This map has the name “B. Cussick, Agt” near the bottom. The name helps date the map. So who was B. Cussick?
Bernard Cussick, known as Barney, was born in New York state in 1848. In 1876 he came to California, and after a year in Eureka, he moved to Butte County as foreman with the Sierra Lumber Company. For almost twenty years he managed lumber mills in the mountains at Butte Meadows and at West Branch, becoming Sierra Lumber’s Chico division mountain manager in 1884. He was responsible for a number of innovations and improvements in mill operations and lumber transport. According to Andy Mark, in his book The West Branch Mill of the Sierra Lumber Company, Cussick was the first to use Dolbeer donkey engines and steam hoisting equipment in the region.
In 1895, due to poor health, he left the mountains and the lumber business and came to Chico to pursue a career in real estate. He laid out and sold several tracts of John Bidwell’s Rancho Chico — the map was undoubtedly part of this promotion. Bidwell mentions meeting with him several times in his diary for 1898. He made for himself a successful second career in banking and real estate. Among his many deals, he was instrumental in promoting the sugar beet industry in Hamilton City.

Grave marker for Barney Cussick in Chico Cemetery.
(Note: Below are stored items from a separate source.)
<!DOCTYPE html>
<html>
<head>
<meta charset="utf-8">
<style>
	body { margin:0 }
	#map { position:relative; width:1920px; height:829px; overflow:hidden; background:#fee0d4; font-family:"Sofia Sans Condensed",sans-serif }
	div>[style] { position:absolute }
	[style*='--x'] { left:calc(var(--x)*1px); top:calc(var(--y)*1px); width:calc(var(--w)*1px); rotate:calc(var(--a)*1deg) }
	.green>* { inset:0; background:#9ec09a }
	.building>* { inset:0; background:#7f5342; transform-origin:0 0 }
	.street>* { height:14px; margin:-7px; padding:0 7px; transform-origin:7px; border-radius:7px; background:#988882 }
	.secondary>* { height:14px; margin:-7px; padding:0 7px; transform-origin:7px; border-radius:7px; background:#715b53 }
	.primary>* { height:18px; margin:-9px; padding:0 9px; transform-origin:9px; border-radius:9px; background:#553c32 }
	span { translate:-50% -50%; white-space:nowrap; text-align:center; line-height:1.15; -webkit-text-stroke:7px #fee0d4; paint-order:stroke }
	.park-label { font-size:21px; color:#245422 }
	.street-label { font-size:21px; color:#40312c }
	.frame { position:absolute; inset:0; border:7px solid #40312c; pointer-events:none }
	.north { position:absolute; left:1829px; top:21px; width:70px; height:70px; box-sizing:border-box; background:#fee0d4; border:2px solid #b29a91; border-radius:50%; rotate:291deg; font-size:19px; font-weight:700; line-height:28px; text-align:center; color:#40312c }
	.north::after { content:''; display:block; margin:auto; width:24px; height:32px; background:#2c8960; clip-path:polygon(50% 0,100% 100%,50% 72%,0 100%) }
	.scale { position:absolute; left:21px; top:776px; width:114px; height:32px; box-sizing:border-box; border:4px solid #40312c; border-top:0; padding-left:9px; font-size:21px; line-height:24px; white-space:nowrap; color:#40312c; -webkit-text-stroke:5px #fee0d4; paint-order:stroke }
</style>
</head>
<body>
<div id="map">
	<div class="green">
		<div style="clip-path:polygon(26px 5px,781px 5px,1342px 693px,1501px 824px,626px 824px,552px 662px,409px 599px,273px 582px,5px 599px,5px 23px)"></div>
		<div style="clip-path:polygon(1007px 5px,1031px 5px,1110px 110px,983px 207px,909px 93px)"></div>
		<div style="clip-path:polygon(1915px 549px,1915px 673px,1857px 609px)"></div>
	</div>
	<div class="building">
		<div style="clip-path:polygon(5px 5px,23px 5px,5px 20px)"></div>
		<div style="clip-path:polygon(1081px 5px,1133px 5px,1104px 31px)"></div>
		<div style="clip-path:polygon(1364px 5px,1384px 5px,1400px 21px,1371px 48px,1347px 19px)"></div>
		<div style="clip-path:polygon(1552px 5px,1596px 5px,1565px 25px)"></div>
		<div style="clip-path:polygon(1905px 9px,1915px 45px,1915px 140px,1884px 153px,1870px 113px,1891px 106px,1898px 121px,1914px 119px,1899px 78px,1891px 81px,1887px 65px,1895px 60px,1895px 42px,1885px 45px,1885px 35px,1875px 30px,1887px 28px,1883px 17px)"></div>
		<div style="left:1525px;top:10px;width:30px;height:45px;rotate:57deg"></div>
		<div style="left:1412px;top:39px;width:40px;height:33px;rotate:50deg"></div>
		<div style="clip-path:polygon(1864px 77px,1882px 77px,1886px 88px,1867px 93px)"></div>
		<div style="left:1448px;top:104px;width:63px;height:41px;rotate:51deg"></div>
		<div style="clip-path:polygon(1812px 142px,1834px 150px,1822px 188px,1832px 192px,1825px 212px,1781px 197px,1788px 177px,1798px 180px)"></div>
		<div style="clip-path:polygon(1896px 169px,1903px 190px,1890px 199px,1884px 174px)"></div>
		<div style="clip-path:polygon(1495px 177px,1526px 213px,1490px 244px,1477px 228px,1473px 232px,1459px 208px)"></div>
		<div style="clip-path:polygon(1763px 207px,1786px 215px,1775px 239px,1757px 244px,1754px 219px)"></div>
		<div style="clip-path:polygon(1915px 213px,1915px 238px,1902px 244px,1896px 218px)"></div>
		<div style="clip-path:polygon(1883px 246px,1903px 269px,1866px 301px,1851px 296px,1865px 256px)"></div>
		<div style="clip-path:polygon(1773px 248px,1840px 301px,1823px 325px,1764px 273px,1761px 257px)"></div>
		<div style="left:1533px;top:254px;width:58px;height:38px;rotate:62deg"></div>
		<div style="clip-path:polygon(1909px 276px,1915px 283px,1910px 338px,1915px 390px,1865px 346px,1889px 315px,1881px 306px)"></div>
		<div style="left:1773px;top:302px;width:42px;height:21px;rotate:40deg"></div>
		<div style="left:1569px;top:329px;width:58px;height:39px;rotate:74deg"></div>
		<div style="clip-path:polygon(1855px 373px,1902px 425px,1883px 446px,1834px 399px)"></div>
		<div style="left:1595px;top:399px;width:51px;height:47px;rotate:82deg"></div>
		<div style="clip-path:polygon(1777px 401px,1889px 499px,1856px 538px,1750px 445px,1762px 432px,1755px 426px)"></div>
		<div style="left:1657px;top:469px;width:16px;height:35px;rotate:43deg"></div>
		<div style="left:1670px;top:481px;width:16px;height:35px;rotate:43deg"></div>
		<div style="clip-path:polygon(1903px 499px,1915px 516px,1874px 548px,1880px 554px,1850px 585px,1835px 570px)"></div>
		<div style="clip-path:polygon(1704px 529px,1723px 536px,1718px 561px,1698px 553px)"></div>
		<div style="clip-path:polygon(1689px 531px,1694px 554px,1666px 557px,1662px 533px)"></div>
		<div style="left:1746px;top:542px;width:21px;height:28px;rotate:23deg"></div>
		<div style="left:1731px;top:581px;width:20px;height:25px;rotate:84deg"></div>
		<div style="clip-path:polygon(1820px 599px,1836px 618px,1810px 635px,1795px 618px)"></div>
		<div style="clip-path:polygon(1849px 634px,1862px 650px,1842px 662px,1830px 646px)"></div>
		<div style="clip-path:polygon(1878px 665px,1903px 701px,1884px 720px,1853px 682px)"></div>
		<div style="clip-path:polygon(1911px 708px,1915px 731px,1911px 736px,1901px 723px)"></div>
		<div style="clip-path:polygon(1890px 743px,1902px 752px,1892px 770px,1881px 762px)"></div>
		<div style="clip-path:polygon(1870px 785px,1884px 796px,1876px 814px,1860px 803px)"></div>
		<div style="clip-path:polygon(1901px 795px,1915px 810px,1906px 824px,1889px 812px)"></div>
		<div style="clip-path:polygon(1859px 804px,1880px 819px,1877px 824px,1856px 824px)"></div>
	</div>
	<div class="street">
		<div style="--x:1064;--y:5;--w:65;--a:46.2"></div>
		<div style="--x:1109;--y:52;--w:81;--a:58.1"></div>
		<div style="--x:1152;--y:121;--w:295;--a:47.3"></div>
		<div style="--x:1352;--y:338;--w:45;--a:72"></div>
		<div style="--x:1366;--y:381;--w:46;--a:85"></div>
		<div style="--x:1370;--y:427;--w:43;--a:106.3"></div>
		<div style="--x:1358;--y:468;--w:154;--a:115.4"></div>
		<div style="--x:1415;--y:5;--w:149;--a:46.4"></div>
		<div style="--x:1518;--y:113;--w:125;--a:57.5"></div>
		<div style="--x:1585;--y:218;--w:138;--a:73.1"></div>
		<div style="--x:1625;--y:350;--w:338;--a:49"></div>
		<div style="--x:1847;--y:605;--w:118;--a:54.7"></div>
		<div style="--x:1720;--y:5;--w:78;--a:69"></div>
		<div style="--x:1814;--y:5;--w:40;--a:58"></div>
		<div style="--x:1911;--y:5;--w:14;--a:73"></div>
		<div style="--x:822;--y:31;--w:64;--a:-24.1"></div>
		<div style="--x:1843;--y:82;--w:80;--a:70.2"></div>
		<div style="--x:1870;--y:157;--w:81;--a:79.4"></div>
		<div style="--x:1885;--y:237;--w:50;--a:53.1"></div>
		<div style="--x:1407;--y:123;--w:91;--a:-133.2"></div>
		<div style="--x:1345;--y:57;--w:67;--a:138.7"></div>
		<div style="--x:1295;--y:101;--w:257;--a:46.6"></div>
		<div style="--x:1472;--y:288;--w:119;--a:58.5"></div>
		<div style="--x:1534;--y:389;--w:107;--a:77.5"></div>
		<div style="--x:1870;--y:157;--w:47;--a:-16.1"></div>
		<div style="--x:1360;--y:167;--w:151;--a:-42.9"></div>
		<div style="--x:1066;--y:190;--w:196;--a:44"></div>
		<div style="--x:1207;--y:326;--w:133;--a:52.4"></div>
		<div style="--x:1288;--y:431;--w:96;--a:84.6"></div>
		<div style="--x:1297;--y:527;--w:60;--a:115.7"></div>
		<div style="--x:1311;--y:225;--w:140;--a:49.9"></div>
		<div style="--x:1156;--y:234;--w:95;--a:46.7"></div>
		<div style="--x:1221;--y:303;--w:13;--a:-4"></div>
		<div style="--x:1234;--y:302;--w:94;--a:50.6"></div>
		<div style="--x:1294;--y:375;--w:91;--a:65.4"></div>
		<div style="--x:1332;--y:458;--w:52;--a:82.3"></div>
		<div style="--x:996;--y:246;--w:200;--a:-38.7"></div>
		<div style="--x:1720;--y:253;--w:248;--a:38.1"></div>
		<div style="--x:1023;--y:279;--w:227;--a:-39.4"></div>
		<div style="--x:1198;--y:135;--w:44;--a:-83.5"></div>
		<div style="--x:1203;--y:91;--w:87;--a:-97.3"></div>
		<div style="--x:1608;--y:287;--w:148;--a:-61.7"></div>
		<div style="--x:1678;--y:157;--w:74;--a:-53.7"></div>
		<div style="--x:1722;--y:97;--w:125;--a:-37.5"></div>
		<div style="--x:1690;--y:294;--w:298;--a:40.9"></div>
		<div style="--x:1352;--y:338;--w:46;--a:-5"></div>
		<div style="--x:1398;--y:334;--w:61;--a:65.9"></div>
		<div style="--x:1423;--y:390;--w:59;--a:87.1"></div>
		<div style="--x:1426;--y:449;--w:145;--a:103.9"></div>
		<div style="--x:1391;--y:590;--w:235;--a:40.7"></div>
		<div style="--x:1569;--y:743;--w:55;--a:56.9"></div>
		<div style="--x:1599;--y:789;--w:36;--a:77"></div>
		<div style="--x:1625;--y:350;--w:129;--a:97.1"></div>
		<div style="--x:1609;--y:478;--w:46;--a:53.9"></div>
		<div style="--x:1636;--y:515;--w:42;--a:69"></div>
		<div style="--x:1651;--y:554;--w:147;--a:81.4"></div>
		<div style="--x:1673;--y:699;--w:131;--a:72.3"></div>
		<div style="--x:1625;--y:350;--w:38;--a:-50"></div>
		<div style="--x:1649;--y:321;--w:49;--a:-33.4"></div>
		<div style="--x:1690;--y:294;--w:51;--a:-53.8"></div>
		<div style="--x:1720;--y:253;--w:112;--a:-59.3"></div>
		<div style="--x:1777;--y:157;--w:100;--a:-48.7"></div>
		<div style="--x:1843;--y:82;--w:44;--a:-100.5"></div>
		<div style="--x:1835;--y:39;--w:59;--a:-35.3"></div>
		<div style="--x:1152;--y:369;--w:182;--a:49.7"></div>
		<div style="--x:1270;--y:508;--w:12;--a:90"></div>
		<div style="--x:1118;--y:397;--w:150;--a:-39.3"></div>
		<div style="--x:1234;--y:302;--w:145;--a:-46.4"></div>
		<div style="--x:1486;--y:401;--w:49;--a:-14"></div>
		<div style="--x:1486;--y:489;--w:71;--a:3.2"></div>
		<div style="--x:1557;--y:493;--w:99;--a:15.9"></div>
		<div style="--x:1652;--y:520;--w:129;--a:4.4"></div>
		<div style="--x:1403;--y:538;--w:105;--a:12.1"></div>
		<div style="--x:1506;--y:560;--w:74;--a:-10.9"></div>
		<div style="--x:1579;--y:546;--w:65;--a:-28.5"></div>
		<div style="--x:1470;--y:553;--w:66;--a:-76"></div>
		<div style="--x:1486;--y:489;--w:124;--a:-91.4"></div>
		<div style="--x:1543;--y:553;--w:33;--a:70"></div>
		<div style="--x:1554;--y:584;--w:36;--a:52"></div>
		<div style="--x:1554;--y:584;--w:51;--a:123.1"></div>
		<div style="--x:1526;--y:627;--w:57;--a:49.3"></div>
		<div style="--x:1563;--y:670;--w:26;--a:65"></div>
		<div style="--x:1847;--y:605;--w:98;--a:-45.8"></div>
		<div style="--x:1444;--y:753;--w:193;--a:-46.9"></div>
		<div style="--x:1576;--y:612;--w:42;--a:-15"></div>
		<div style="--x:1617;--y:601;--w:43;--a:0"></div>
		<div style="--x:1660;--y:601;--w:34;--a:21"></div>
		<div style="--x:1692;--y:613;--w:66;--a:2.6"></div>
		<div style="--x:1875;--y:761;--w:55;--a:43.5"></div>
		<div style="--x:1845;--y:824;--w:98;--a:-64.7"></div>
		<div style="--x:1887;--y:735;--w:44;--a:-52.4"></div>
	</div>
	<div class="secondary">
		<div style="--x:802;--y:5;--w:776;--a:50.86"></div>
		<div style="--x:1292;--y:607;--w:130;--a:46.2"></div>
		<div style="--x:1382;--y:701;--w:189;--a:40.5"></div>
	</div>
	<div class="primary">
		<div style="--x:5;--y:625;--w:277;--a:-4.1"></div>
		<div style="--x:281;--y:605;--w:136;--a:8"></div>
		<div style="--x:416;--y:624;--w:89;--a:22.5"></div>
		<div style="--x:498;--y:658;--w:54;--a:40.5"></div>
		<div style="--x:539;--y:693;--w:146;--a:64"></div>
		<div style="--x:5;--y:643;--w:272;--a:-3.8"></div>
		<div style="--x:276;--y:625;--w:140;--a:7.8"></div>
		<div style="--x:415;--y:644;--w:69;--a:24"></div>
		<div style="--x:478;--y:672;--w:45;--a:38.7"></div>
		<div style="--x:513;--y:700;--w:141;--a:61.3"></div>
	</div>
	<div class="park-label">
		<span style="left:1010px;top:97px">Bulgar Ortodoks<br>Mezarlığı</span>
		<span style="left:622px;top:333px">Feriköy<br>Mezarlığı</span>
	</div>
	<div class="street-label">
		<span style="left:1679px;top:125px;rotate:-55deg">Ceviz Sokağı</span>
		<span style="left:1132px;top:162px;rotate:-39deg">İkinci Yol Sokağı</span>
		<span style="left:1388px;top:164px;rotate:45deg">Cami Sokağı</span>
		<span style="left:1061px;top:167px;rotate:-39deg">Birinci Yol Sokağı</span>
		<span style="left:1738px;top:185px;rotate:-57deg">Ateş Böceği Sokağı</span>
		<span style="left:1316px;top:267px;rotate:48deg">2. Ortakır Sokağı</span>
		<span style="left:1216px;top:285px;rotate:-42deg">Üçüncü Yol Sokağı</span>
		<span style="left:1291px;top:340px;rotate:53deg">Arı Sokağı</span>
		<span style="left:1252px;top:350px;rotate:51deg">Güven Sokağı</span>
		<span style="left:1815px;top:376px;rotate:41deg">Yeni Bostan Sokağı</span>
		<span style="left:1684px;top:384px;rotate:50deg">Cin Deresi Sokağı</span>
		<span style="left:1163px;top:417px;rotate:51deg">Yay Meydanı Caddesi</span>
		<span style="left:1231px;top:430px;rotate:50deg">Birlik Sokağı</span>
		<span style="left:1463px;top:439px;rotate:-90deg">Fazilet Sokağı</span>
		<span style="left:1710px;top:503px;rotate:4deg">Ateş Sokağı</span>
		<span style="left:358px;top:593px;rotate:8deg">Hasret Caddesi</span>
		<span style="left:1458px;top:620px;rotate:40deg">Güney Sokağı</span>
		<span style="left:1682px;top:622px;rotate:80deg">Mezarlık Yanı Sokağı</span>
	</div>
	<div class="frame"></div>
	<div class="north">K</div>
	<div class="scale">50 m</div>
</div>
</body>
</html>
Barney Cussick died in 1917. His obituary in the Chico Record called him “a man’s man” and noted that he was “a man of brawn and rugged form, and rugged views of life; a man who fought his way from humble beginnings to a place of wealth and a director of large affairs. With his brawn he had brains, and with both, a heart.”
Barney Cussick’s name lives on as a street name — Cussick Avenue is on the north side of Chico and links Holly Ave. with Bay.
Thank you Nancy. This is really interesting and since I have traveled Cussick many times now I will know who it was named after and why.